··· EXCERPTED DATA

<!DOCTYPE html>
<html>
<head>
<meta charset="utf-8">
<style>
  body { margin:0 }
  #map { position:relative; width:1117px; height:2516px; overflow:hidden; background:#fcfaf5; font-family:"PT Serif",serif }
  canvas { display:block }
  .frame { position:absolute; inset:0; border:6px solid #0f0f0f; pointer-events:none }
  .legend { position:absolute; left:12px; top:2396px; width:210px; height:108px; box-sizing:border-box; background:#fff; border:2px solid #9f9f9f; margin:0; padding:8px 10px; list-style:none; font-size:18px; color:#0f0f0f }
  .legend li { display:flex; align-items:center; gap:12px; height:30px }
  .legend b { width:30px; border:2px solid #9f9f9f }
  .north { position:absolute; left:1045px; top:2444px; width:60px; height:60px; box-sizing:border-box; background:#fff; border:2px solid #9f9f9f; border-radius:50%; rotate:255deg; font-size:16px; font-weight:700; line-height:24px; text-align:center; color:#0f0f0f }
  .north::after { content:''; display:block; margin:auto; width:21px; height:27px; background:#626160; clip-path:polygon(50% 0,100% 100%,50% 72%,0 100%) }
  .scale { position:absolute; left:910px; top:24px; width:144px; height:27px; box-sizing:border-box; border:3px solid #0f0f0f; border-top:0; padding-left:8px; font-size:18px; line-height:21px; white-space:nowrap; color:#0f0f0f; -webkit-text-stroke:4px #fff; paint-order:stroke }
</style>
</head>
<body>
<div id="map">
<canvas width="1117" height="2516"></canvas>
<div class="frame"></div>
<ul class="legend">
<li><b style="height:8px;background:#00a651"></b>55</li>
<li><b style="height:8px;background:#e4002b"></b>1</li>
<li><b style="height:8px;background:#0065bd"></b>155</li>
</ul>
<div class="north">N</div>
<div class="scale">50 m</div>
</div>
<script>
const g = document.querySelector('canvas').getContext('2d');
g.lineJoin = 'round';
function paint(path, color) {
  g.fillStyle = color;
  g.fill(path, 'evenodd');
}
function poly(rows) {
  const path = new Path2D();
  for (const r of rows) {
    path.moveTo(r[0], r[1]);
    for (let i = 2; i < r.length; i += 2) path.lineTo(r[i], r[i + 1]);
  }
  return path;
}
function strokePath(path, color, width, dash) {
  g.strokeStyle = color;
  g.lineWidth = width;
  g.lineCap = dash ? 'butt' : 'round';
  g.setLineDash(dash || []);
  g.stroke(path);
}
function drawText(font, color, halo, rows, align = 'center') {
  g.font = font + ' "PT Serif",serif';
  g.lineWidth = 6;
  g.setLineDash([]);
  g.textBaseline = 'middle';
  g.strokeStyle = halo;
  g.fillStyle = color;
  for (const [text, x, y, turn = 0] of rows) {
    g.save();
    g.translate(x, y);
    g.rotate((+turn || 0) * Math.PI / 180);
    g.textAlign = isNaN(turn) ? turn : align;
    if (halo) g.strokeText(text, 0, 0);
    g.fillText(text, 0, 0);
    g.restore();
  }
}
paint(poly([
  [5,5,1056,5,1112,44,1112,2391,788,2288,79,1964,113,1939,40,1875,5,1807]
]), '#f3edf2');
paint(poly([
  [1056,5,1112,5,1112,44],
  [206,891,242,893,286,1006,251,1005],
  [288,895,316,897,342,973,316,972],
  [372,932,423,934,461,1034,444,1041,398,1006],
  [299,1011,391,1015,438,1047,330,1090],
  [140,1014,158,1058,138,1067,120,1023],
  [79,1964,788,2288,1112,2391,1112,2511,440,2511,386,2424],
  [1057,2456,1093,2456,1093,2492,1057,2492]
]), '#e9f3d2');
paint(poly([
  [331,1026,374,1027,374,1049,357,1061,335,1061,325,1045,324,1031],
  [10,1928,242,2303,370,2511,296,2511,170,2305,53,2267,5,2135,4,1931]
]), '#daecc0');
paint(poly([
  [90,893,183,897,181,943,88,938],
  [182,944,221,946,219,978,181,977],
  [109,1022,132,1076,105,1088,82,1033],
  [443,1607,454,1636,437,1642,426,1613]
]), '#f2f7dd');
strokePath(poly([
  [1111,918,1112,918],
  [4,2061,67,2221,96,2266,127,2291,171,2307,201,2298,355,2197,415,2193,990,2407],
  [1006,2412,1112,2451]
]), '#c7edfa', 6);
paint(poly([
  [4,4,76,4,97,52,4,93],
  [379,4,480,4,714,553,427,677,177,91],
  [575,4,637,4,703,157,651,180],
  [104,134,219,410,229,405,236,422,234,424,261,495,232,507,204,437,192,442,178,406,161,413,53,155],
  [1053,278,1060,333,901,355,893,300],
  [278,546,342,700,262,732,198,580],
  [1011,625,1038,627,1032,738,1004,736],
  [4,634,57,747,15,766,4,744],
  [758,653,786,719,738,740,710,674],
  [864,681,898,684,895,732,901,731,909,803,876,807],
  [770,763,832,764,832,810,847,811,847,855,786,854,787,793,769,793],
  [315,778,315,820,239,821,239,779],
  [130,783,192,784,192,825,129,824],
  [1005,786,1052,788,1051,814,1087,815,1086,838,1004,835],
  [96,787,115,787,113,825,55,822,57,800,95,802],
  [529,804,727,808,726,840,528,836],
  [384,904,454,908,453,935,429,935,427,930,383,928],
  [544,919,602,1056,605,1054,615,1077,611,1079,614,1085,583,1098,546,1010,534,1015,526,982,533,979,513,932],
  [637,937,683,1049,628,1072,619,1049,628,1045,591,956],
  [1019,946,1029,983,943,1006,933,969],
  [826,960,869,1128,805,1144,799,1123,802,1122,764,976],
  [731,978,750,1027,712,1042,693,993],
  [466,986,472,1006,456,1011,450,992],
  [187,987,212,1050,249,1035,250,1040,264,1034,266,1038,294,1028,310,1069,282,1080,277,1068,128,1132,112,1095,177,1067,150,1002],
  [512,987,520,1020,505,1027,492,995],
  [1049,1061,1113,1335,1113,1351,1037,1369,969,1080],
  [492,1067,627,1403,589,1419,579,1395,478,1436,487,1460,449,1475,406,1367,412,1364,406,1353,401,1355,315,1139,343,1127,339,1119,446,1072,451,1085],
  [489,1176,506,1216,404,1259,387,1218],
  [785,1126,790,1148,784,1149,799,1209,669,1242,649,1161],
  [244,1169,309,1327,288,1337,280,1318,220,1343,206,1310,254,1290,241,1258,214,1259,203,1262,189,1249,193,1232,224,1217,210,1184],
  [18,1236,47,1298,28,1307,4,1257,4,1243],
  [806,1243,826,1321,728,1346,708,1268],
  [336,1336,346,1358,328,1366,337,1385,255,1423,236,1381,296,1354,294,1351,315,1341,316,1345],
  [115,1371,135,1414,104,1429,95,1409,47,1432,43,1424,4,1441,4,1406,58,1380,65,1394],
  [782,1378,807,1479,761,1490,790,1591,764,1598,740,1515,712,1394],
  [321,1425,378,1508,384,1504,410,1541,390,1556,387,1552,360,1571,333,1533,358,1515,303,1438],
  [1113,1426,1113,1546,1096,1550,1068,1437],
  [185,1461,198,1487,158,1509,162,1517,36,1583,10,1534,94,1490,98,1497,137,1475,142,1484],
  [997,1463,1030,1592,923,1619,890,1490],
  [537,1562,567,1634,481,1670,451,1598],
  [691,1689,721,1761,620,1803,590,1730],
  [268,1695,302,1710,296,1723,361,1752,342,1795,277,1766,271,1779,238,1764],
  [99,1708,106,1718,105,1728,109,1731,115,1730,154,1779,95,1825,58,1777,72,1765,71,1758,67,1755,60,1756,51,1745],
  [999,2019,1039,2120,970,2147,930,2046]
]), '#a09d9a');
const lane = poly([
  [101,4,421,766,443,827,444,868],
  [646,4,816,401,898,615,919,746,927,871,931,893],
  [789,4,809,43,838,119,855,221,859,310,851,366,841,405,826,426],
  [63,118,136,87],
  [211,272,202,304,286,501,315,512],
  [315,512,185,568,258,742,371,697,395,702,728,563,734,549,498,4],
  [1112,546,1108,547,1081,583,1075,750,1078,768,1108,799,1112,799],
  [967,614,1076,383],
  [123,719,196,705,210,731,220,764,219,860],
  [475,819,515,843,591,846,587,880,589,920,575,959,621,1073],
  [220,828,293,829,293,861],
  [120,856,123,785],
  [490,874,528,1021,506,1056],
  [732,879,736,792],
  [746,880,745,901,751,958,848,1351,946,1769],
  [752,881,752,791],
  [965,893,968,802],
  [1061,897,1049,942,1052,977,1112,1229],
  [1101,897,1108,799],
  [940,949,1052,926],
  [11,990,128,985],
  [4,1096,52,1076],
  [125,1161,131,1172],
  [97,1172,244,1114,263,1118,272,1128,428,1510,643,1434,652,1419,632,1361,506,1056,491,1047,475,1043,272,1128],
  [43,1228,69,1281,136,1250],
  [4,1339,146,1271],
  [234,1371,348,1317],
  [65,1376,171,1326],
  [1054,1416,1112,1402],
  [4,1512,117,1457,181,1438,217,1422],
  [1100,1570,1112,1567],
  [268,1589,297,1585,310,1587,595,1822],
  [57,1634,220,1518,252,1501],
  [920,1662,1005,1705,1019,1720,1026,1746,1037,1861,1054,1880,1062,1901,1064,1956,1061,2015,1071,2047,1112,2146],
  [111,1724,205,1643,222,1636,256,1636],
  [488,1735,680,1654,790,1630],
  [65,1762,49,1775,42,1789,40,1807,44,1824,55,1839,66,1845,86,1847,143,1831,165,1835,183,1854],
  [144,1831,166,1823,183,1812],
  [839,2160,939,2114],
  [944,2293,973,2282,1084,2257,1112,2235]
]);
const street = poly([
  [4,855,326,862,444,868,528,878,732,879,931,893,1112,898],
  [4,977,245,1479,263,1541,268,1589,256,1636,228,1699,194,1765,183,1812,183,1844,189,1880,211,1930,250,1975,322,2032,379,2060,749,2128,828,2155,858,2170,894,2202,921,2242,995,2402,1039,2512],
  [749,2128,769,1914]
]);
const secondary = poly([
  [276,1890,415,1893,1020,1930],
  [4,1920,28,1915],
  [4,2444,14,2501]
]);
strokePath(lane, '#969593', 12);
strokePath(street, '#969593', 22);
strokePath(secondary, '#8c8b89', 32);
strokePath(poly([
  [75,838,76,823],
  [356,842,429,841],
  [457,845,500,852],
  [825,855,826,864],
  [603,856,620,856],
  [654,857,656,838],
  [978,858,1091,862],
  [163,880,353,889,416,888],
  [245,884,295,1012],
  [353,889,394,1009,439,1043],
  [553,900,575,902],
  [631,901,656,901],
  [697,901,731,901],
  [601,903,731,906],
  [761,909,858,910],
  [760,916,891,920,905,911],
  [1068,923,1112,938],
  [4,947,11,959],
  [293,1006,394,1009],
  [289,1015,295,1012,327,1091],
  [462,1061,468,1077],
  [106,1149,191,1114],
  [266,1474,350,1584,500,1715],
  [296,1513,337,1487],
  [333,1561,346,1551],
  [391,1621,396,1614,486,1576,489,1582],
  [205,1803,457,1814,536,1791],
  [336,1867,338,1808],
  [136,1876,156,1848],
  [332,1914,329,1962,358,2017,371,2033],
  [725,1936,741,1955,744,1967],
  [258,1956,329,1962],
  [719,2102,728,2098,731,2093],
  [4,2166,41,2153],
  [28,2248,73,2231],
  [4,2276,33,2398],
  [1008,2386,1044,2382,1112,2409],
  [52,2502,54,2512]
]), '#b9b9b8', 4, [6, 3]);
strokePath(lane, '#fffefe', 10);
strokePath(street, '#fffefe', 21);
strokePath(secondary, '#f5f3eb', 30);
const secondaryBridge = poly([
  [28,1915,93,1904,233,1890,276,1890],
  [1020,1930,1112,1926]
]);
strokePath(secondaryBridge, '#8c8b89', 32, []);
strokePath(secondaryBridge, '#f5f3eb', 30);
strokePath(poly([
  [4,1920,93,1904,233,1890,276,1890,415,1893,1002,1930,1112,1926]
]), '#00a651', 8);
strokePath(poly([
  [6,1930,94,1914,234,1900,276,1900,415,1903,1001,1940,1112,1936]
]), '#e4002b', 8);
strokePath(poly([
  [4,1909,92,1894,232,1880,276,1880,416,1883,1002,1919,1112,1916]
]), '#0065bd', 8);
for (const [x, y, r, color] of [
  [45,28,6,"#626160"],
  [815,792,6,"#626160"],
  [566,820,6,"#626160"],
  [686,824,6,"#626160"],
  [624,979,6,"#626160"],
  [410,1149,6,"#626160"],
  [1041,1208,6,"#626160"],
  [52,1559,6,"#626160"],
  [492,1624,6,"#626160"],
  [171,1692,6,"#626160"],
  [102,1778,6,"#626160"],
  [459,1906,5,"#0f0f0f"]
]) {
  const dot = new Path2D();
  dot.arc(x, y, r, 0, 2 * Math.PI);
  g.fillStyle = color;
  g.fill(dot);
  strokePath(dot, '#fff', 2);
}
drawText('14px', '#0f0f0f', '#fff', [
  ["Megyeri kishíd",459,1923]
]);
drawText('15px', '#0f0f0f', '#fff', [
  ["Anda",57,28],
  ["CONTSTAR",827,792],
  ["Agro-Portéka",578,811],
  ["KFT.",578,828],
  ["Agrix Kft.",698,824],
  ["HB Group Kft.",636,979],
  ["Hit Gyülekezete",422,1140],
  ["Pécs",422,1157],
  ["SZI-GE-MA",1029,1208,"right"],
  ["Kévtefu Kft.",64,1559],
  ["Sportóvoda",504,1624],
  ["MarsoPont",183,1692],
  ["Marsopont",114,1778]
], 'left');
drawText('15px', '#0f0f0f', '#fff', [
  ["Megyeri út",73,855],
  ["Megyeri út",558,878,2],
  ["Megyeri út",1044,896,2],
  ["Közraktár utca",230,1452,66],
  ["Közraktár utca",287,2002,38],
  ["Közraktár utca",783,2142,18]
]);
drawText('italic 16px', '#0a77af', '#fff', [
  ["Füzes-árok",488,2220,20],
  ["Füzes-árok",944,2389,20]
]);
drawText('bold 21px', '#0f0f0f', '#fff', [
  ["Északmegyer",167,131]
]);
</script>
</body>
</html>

······

▶ **TASK BRIEF**:
Within the data above, filter for lines containing the word "halo" and copy each one.

▶ **PROBLEM SOLUTION**:
function drawText(font, color, halo, rows, align = 'center') {
  g.strokeStyle = halo;
    if (halo) g.strokeText(text, 0, 0);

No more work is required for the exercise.